TASK BRIEF: When you reach the line containing "M417,19L438,33L571,85L621,108L783,209L829,243L1143,556L1324,775" in the entries below, start writing out each line exactly, and stop after the line containing "M253,1490C284,1488 401,1477 419,1500L421,1529".

Segment Open

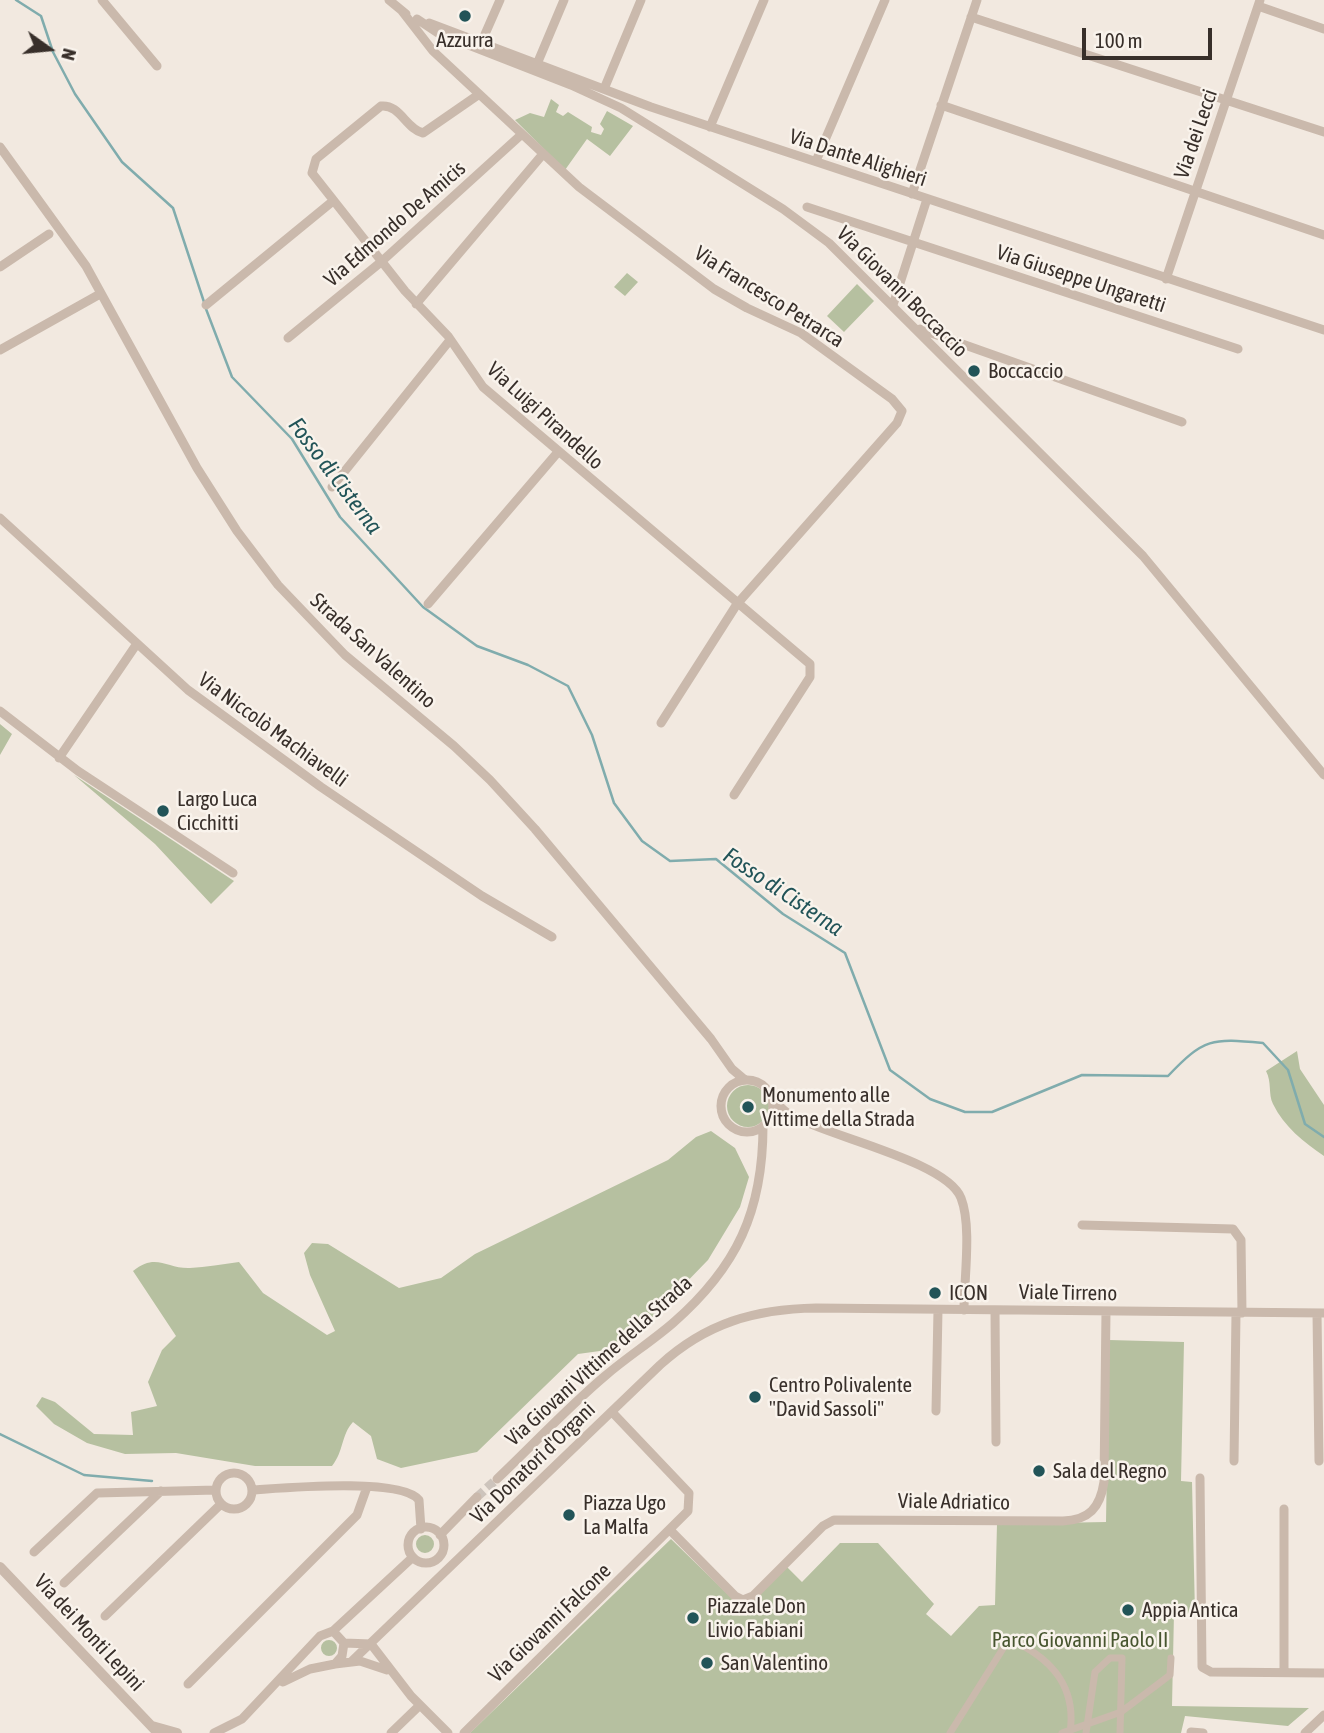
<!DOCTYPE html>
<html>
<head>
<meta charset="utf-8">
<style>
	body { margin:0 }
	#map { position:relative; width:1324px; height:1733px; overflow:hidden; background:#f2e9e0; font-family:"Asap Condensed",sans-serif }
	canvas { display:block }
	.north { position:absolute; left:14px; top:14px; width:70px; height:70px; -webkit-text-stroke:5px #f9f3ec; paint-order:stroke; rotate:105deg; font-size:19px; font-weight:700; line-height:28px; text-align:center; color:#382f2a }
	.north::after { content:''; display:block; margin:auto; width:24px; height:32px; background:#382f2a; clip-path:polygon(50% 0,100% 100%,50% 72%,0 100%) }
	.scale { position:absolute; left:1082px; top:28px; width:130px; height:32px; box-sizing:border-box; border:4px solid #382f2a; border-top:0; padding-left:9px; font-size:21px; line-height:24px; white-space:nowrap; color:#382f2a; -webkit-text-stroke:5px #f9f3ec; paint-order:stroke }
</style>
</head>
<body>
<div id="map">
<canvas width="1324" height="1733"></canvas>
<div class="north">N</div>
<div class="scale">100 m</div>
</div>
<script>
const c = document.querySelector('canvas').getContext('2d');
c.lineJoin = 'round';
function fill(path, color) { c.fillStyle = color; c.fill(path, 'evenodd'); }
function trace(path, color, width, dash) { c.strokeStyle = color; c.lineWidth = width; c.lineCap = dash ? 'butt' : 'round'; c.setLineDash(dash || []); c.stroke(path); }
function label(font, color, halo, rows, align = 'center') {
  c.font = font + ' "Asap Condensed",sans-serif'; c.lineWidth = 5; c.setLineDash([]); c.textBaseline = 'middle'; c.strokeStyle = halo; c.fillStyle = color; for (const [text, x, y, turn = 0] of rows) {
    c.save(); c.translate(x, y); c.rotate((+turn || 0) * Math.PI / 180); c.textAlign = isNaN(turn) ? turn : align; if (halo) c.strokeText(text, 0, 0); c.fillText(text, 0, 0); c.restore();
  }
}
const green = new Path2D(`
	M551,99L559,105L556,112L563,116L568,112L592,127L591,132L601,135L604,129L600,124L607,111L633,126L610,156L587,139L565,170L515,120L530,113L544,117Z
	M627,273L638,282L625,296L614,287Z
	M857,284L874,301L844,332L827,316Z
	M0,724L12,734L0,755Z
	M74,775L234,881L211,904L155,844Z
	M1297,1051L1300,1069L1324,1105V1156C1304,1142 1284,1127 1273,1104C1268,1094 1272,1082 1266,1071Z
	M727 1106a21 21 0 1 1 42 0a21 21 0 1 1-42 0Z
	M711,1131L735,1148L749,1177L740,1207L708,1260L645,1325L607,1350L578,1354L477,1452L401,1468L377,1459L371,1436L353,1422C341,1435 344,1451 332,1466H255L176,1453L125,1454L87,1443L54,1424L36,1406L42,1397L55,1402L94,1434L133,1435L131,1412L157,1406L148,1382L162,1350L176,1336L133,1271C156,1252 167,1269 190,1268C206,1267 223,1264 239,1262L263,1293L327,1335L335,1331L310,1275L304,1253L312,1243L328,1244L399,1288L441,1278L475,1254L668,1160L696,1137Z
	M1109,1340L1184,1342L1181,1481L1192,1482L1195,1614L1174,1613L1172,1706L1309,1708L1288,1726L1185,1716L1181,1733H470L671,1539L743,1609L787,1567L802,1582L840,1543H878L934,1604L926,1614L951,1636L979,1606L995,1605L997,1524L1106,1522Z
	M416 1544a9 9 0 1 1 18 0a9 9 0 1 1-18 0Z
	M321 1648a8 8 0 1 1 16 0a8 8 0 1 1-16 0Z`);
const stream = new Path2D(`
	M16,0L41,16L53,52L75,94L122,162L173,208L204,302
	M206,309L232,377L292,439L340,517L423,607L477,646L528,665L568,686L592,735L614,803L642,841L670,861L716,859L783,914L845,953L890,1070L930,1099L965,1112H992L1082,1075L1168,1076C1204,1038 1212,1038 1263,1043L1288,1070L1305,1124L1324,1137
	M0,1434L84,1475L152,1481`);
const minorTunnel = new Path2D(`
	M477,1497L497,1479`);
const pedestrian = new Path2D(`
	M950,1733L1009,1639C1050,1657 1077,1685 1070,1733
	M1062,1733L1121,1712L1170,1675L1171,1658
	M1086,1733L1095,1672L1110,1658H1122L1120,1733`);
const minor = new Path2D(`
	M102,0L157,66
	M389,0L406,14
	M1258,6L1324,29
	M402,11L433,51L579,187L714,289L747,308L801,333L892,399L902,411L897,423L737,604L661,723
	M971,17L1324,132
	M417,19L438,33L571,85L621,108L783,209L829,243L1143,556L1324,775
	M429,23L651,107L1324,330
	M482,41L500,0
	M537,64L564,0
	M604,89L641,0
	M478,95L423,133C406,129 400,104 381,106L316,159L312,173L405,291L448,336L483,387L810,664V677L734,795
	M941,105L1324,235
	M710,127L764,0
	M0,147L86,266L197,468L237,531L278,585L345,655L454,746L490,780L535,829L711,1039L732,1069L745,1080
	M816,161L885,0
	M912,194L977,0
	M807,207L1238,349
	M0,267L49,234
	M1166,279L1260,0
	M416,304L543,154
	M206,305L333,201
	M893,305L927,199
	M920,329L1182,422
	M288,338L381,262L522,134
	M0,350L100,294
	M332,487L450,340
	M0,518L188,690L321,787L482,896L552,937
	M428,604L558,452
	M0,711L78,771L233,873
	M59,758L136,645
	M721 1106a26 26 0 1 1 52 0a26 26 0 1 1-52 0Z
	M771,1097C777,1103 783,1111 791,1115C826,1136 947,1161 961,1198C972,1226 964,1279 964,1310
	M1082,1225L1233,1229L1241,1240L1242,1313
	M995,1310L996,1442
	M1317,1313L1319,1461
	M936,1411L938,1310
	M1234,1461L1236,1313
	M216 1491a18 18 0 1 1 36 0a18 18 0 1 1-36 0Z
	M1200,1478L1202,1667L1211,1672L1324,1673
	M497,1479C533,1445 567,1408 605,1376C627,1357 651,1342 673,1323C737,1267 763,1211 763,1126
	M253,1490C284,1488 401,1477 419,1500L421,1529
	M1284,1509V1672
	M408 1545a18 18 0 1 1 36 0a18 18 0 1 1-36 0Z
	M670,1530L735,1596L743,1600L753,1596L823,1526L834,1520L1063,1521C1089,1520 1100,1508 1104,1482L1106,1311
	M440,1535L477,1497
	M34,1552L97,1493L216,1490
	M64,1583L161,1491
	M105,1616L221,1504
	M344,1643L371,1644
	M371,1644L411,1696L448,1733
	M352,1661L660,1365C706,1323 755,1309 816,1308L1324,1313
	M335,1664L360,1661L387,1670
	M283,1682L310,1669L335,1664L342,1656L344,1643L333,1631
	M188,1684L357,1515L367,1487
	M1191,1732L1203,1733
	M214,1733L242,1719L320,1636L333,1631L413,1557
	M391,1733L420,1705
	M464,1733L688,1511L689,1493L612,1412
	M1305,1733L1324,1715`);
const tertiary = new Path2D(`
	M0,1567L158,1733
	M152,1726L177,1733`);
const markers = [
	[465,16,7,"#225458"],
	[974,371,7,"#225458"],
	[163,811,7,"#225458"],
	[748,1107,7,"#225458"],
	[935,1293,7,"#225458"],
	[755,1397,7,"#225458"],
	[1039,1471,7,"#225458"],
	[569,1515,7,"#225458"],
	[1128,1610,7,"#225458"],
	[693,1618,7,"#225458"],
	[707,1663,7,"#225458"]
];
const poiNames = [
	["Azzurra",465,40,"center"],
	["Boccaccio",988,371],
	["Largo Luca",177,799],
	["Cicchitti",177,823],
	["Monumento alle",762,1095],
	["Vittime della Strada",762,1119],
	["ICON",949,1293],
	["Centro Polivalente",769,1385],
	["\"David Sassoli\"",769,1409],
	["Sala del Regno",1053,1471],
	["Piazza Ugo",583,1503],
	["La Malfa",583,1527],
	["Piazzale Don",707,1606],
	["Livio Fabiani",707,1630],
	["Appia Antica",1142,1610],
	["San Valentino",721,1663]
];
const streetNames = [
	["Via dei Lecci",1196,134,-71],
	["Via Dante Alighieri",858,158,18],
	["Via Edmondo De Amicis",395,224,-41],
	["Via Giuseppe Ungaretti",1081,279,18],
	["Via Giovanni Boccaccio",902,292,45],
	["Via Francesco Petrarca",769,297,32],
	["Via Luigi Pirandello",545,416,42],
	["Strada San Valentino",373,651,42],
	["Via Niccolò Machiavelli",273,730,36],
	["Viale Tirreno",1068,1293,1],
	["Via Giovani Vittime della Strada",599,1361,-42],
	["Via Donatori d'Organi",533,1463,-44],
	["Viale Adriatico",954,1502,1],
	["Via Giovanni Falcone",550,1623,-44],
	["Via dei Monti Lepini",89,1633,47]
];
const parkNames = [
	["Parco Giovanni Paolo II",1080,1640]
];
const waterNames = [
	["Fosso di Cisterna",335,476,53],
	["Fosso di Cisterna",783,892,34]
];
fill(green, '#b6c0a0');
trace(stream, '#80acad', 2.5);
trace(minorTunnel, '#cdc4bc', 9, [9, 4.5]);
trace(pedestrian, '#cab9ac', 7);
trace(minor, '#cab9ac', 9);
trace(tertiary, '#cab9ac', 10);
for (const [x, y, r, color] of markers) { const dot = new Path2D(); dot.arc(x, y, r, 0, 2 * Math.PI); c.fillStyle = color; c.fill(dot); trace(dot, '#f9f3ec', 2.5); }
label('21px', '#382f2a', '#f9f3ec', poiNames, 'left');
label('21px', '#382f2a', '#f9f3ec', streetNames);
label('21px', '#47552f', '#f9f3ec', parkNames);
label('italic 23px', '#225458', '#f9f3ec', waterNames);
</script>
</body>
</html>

Segment Closed

ANSWER SPACE:
	M417,19L438,33L571,85L621,108L783,209L829,243L1143,556L1324,775
	M429,23L651,107L1324,330
	M482,41L500,0
	M537,64L564,0
	M604,89L641,0
	M478,95L423,133C406,129 400,104 381,106L316,159L312,173L405,291L448,336L483,387L810,664V677L734,795
	M941,105L1324,235
	M710,127L764,0
	M0,147L86,266L197,468L237,531L278,585L345,655L454,746L490,780L535,829L711,1039L732,1069L745,1080
	M816,161L885,0
	M912,194L977,0
	M807,207L1238,349
	M0,267L49,234
	M1166,279L1260,0
	M416,304L543,154
	M206,305L333,201
	M893,305L927,199
	M920,329L1182,422
	M288,338L381,262L522,134
	M0,350L100,294
	M332,487L450,340
	M0,518L188,690L321,787L482,896L552,937
	M428,604L558,452
	M0,711L78,771L233,873
	M59,758L136,645
	M721 1106a26 26 0 1 1 52 0a26 26 0 1 1-52 0Z
	M771,1097C777,1103 783,1111 791,1115C826,1136 947,1161 961,1198C972,1226 964,1279 964,1310
	M1082,1225L1233,1229L1241,1240L1242,1313
	M995,1310L996,1442
	M1317,1313L1319,1461
	M936,1411L938,1310
	M1234,1461L1236,1313
	M216 1491a18 18 0 1 1 36 0a18 18 0 1 1-36 0Z
	M1200,1478L1202,1667L1211,1672L1324,1673
	M497,1479C533,1445 567,1408 605,1376C627,1357 651,1342 673,1323C737,1267 763,1211 763,1126
	M253,1490C284,1488 401,1477 419,1500L421,1529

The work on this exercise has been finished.